Every customer has a custom feature or functionality enhancement they want to see in your product. Realistically, you just can’t implement them all—nor would it even make sense to try.

Often, you may actually find something a customer is asking for is already doable within your software, just through a different process than they were expecting. In that scenario, it’s a matter of connecting with the customer to show them how to achieve their goal.

It isn’t always about the feature per se, but the problem the feature solves.

“One of the most often-repeated lines in product management is that customers are your best resource for finding product problems, but not so much for identifying the solutions,” says Eric Chiang, Product Manager at GooseChase, a technology platform that aids businesses in running onboarding and team building activities. “The goal shouldn’t be to fulfill each customer request as stated, but rather to use their feedback to identify the underlying pain point, desire, or opportunity that can help shape upcoming product priorities.”

  • You might also have customers asking you about features already on your product roadmap, or features that are sure to benefit all of your customers. If that’s the case, it may be worth discussing with the product team the possibility of developing them sooner than initially planned.
  • Other times, you might receive a request from a customer for a feature or enhancement that greatly benefits them but may be useless to a large portion of your customer base.

SaaStr’s Jason Lemkin shared his learnings on these seemingly niche product requests:

At Stax Bill, we’ve seen customers wanting to use our product in a completely different way than it was designed. And while we sell out-of-the-box software, we want to understand our customers’ business processes to make sure what we do and how we do it makes sense for these unique use cases.

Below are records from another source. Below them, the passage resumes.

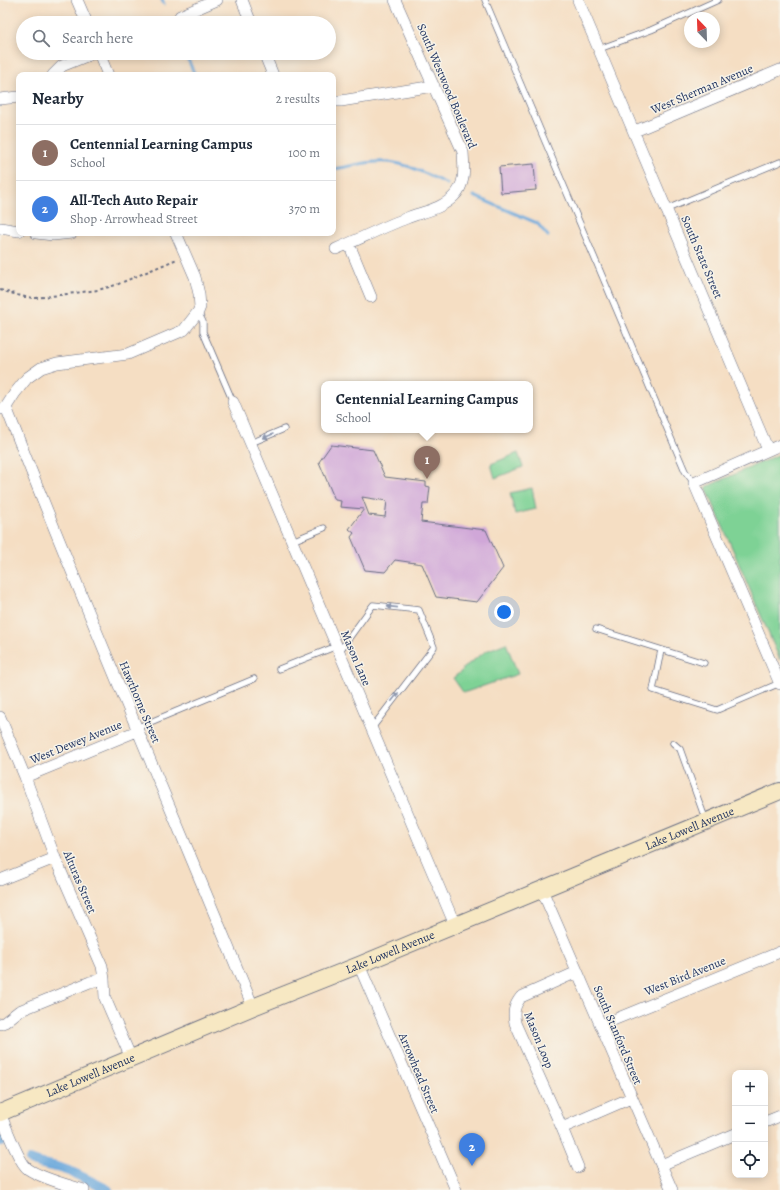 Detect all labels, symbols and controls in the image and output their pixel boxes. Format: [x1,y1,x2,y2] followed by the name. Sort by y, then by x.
[684,12,720,48] north arrow
[16,16,336,60] search box
[413,21,481,151] street label: South Westwood Boulevard
[30,27,52,49] icon: search
[62,28,133,48] text: Search here
[647,60,756,118] street label: West Sherman Avenue
[32,87,83,110] text: Nearby
[276,90,320,107] text: 2 results
[70,134,253,154] text: Centennial Learning Campus
[43,144,47,161] text: 1
[288,144,320,161] text: 100 m
[70,154,105,171] text: School
[70,190,198,210] text: All-Tech Auto Repair
[42,200,48,217] text: 2
[289,200,320,217] text: 370 m
[70,210,198,227] text: Shop · Arrowhead Street
[677,213,727,301] street label: South State Street
[321,381,533,433] popup
[336,389,518,409] text: Centennial Learning Campus
[336,409,371,426] text: School
[261,434,273,440] one-way arrow
[414,446,440,479] pin: 1
[494,602,514,622] your location
[386,604,398,611] one-way arrow
[337,628,375,688] street label: Mason Lane
[116,659,164,745] street label: Hawthorne Street
[391,692,400,703] one-way arrow
[27,716,124,768] street label: West Dewey Avenue
[643,803,736,854] street label: Lake Lowell Avenue
[59,847,100,916] street label: Alturas Street
[343,927,437,977] street label: Lake Lowell Avenue
[641,952,728,1000] street label: West Bird Avenue
[590,983,646,1087] street label: South Stanford Street
[520,1009,558,1071] street label: Mason Loop
[394,1029,443,1116] street label: Arrowhead Street
[44,1049,137,1101] street label: Lake Lowell Avenue
[732,1070,768,1178] map controls
[732,1070,768,1106] button: +
[732,1106,768,1142] button: −
[459,1133,485,1166] pin: 2
[732,1142,768,1178] button: locate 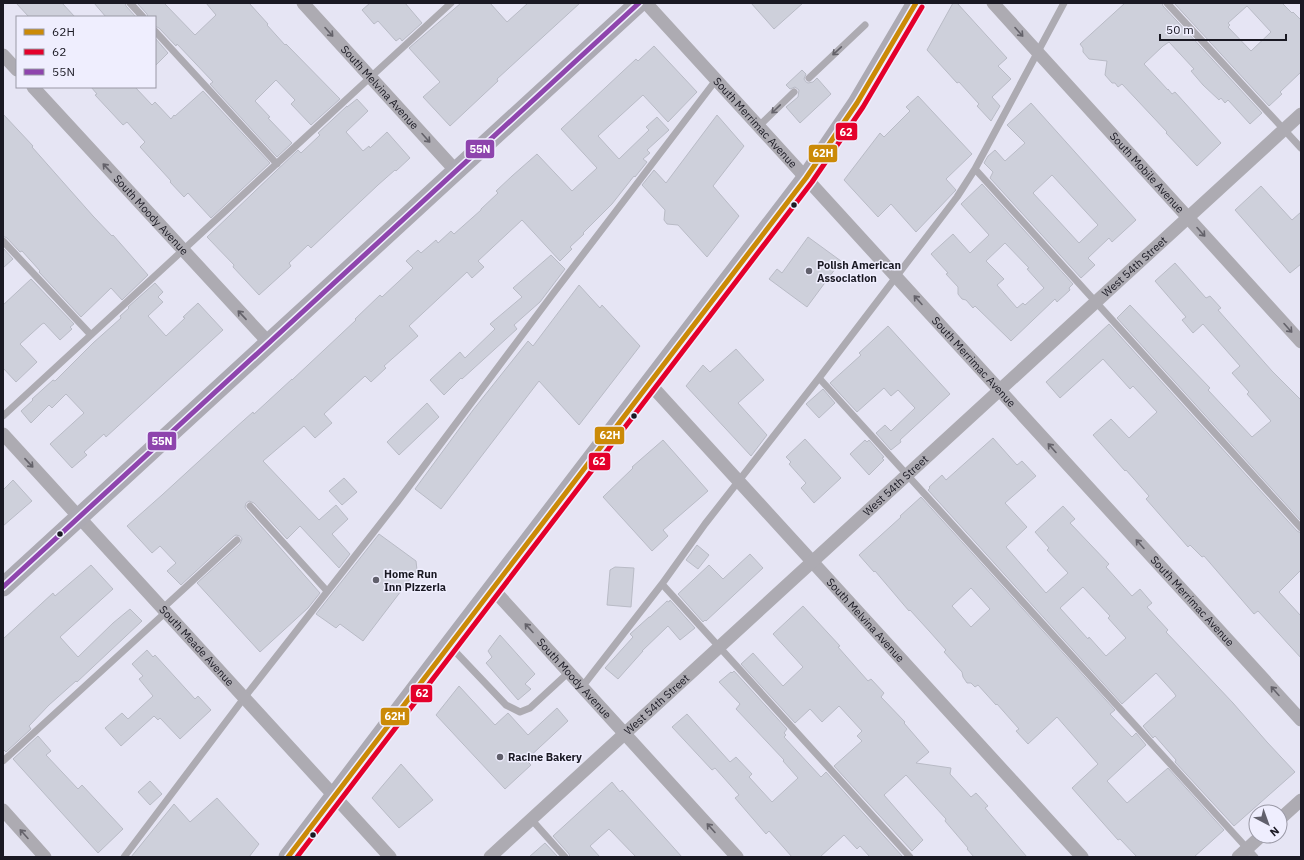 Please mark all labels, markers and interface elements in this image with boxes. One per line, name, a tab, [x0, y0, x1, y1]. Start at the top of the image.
legend	[16, 16, 156, 88]
scale bar	[1160, 16, 1286, 42]
text: 50 m	[1166, 22, 1194, 37]
text: 62H	[52, 24, 75, 39]
one-way arrow	[324, 27, 334, 37]
one-way arrow	[1014, 27, 1024, 37]
street label: South Melvina Avenue	[338, 42, 422, 132]
text: 62	[52, 44, 66, 59]
one-way arrow	[832, 46, 842, 56]
text: 55N	[52, 64, 75, 79]
street label: South Merrimac Avenue	[710, 74, 800, 171]
one-way arrow	[771, 104, 781, 114]
line badge: 62	[835, 122, 858, 141]
text: 62	[839, 125, 853, 139]
street label: South Mobile Avenue	[1107, 129, 1187, 216]
one-way arrow	[422, 133, 431, 143]
line badge: 55N	[465, 139, 495, 159]
text: 55N	[469, 142, 491, 156]
line badge: 62H	[808, 144, 838, 163]
text: 62H	[812, 146, 834, 160]
one-way arrow	[103, 163, 112, 173]
street label: South Moody Avenue	[111, 172, 191, 258]
unlabelled marker	[789, 200, 799, 210]
one-way arrow	[1196, 226, 1205, 237]
street label: West 54th Street	[1099, 233, 1170, 300]
place label: Polish American Association	[817, 258, 901, 285]
marker: Polish American Association	[804, 266, 814, 276]
one-way arrow	[913, 295, 922, 305]
one-way arrow	[238, 310, 247, 320]
street label: South Merrimac Avenue	[929, 314, 1019, 410]
one-way arrow	[1283, 322, 1292, 332]
unlabelled marker	[629, 411, 639, 421]
line badge: 62H	[594, 426, 625, 445]
text: 62H	[599, 428, 621, 442]
line badge: 55N	[147, 431, 177, 451]
text: 55N	[151, 434, 173, 448]
one-way arrow	[1048, 442, 1057, 453]
line badge: 62	[588, 452, 611, 471]
street label: West 54th Street	[860, 452, 931, 519]
text: 62	[592, 454, 606, 468]
one-way arrow	[25, 458, 34, 468]
unlabelled marker	[55, 529, 65, 539]
one-way arrow	[1136, 539, 1145, 549]
street label: South Merrimac Avenue	[1147, 553, 1237, 649]
place label: Home Run Inn Pizzeria	[384, 567, 446, 594]
marker: Home Run Inn Pizzeria	[371, 575, 381, 585]
street label: South Melvina Avenue	[824, 575, 907, 665]
street label: South Meade Avenue	[156, 603, 237, 689]
one-way arrow	[525, 624, 534, 634]
street label: South Moody Avenue	[534, 635, 614, 721]
street label: West 54th Street	[621, 671, 692, 738]
line badge: 62	[410, 684, 433, 703]
text: 62	[415, 686, 429, 700]
one-way arrow	[1270, 686, 1279, 697]
line badge: 62H	[380, 707, 410, 726]
text: 62H	[384, 709, 406, 723]
place label: Racine Bakery	[508, 750, 582, 764]
marker: Racine Bakery	[495, 752, 505, 762]
north arrow	[1248, 804, 1288, 844]
one-way arrow	[706, 823, 715, 833]
text: N	[1267, 824, 1282, 839]
one-way arrow	[20, 829, 29, 839]
unlabelled marker	[308, 830, 318, 840] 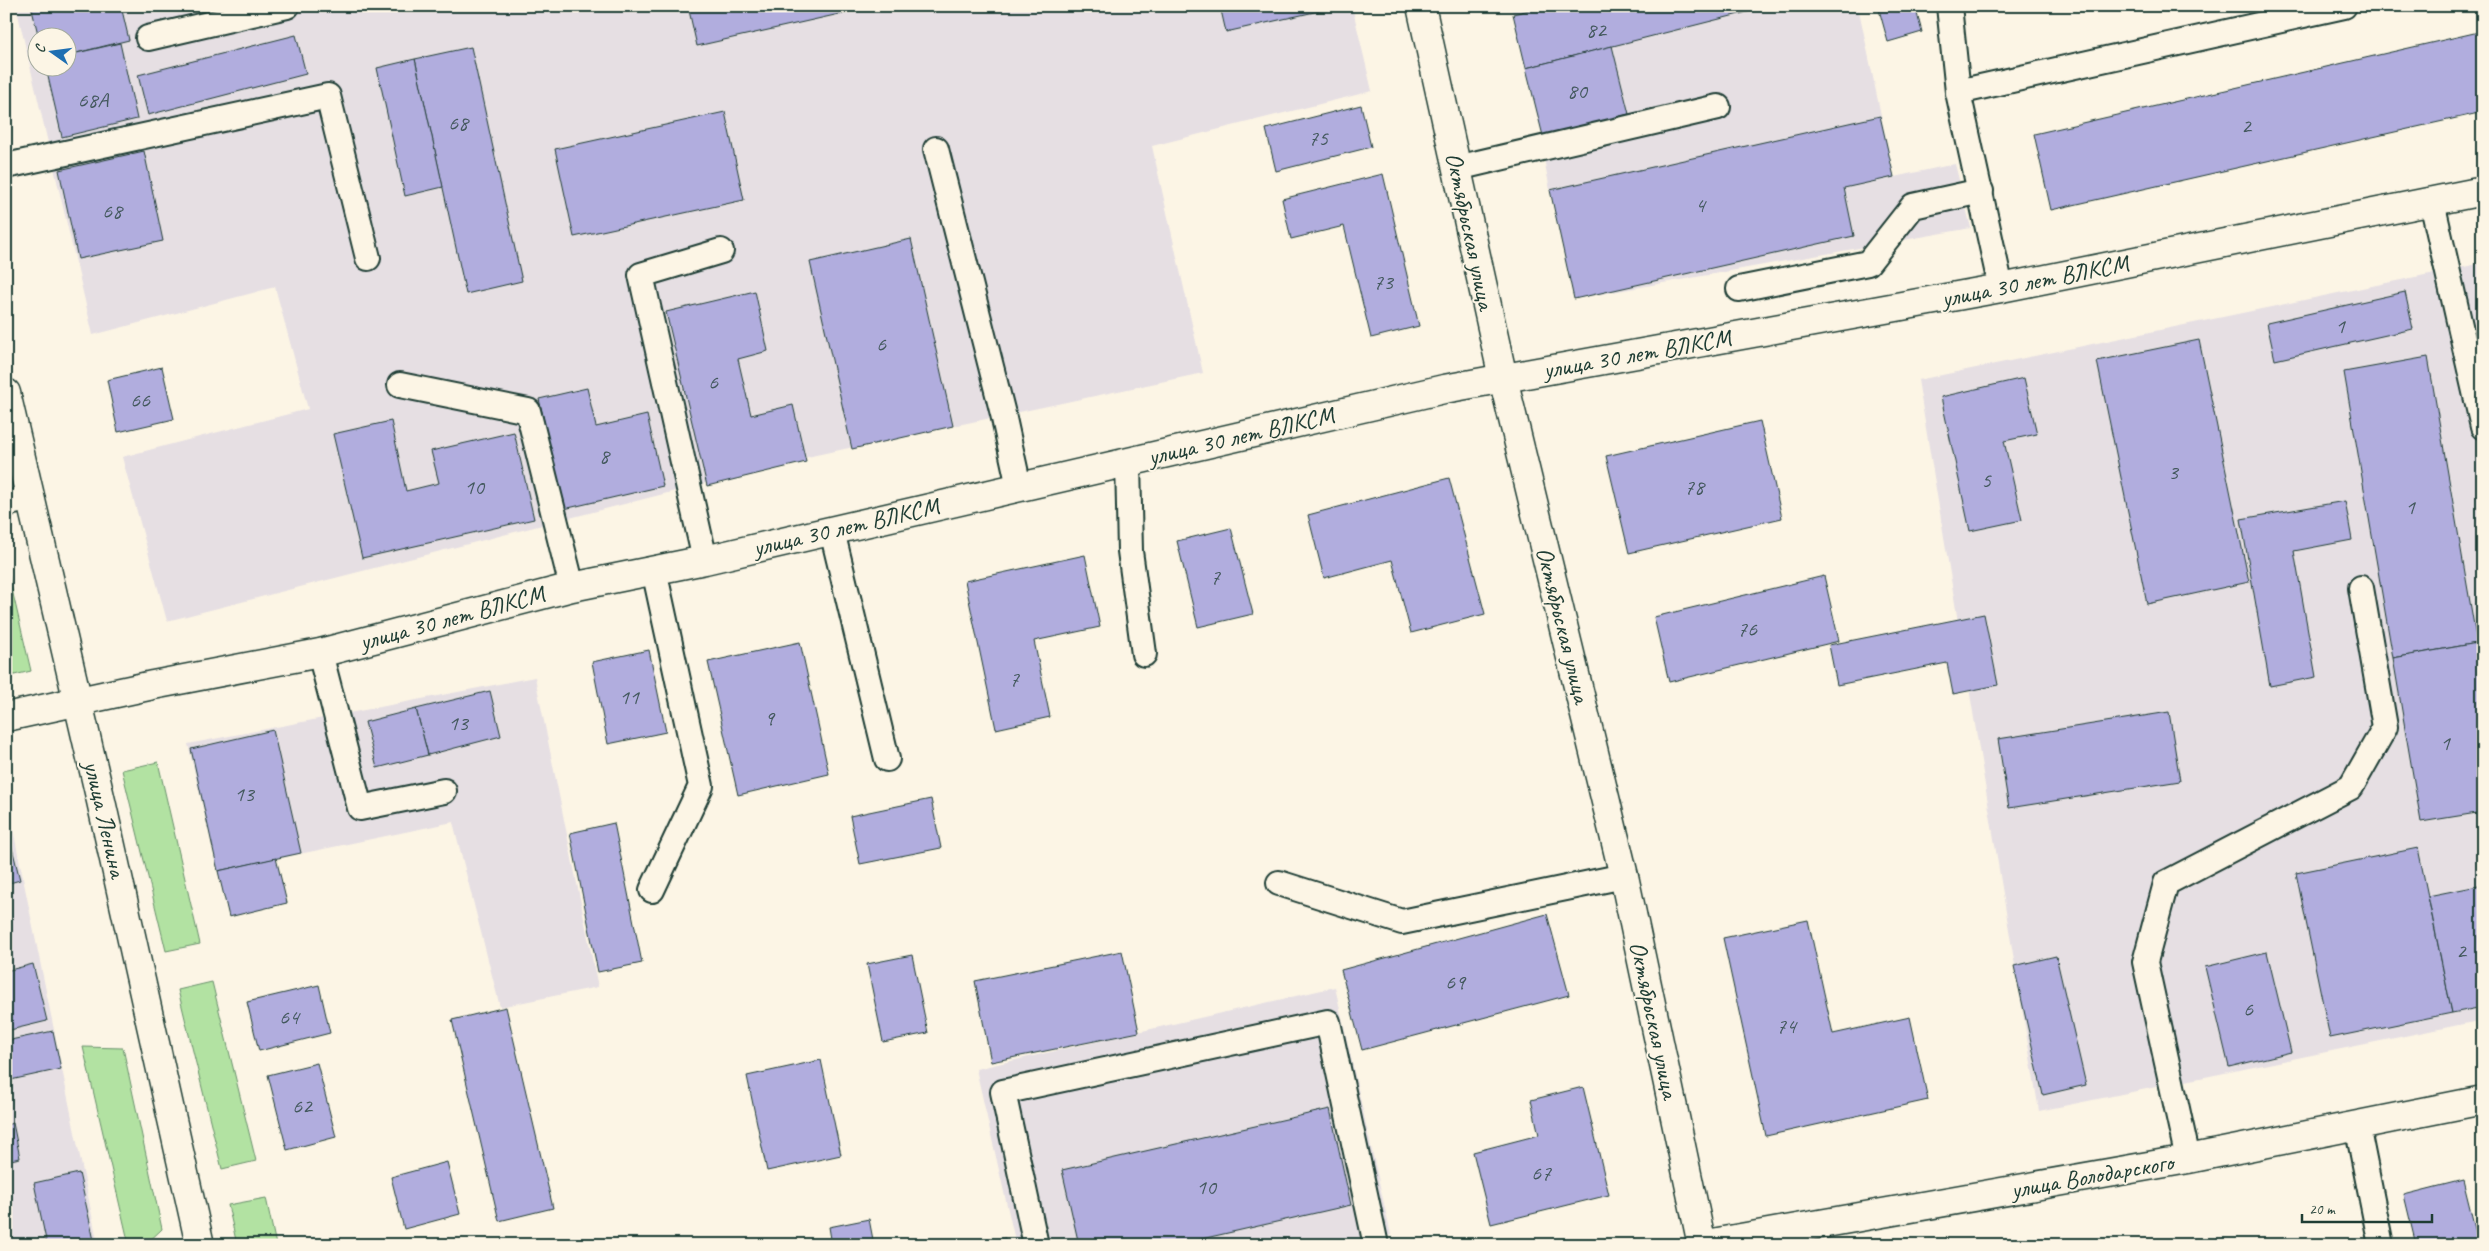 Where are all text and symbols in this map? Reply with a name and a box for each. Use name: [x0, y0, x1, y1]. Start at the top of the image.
house number: 82: [1586, 16, 1608, 44]
north arrow: [28, 28, 78, 78]
text: С: [31, 42, 49, 54]
house number: 80: [1567, 77, 1589, 105]
house number: 68А: [78, 86, 109, 114]
house number: 68: [448, 109, 470, 137]
house number: 2: [2241, 112, 2253, 140]
house number: 75: [1308, 124, 1329, 152]
street label: Октябрьская улица: [1438, 150, 1503, 315]
house number: 4: [1695, 191, 1707, 219]
house number: 68: [102, 197, 124, 225]
street label: улица 30 лет ВЛКСМ: [1937, 247, 2133, 315]
house number: 73: [1373, 268, 1395, 296]
house number: 1: [2335, 312, 2346, 340]
street label: улица 30 лет ВЛКСМ: [1539, 321, 1735, 387]
house number: 6: [876, 330, 887, 358]
house number: 6: [708, 368, 719, 396]
house number: 66: [130, 386, 151, 414]
street label: улица 30 лет ВЛКСМ: [1143, 399, 1339, 473]
house number: 8: [599, 442, 611, 470]
house number: 3: [2168, 458, 2180, 486]
house number: 5: [1981, 466, 1992, 494]
house number: 10: [464, 473, 486, 501]
house number: 78: [1684, 473, 1706, 501]
street label: улица 30 лет ВЛКСМ: [748, 490, 944, 564]
house number: 1: [2405, 493, 2416, 521]
street label: Октябрьская улица: [1528, 544, 1599, 709]
house number: 7: [1210, 563, 1221, 591]
street label: улица 30 лет ВЛКСМ: [354, 577, 550, 659]
house number: 76: [1737, 615, 1758, 643]
house number: 7: [1009, 665, 1020, 693]
house number: 11: [619, 683, 640, 711]
house number: 9: [764, 704, 776, 732]
house number: 13: [448, 709, 470, 737]
house number: 1: [2440, 729, 2451, 757]
street label: улица Ленина: [76, 756, 135, 883]
house number: 13: [234, 780, 256, 808]
house number: 2: [2456, 937, 2468, 965]
street label: Октябрьская улица: [1622, 939, 1687, 1104]
house number: 69: [1445, 968, 1467, 996]
house number: 6: [2243, 995, 2254, 1023]
house number: 64: [279, 1003, 301, 1031]
house number: 74: [1776, 1012, 1798, 1040]
house number: 62: [292, 1092, 314, 1120]
street label: улица Володарского: [2006, 1145, 2179, 1206]
house number: 67: [1531, 1159, 1552, 1187]
house number: 10: [1196, 1173, 1218, 1201]
scale bar: [2302, 1191, 2432, 1223]
text: 20 m: [2309, 1200, 2336, 1219]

Over the years, we’ve acted on customer feedback to shift our product roadmap ever so slightly. In the end, we created features and functionality that have opened our business up to entirely new market segments.

After all, the reason any product exists is to help customers solve problems and achieve their goals. To keep customers happy for a decade or more, it’s important to keep that in mind.

Ask the right questions

Before you add customer requests to your product roadmap, you need to make sure you’re eliciting the right kind of detailed, actionable feedback from them.

Imagine you receive an email from a customer success representative asking for feedback on a software product you use at work. Which of these two requests are you more likely to answer?

  • “I’m just writing to check in on how you’re finding our product. Is everything running smoothly?” versus
  • “I have a meeting with my product manager next week to discuss how we can improve our software. Do you have any requests for feature additions or enhancements that I can prioritize in that meeting?”

In either case, the CSR is asking for your feedback on the product—but you’d probably find the second one more compelling, right?

If your customer success team is just aimlessly checking in, they may get some responses. But by letting customers know you’re listening to their unique needs and want to make the product work better for them, you’re not only more likely to receive constructive feedback, but you’ve also just scored a point when it comes to the all-important relationship building.

Offer second-to-none customer support

No matter how hard you try to make your software perfect for your users, they’ll inevitably still run into bugs or issues of some sort. When they do, make sure your customer support team is prepared to offer unrivaled service.

It’s about more than simply being friendly. It’s about building a support team of people who genuinely want to help your customers solve their problems—in fact, we owe much of our five- to ten-year retention rates to the dedicated support we deliver.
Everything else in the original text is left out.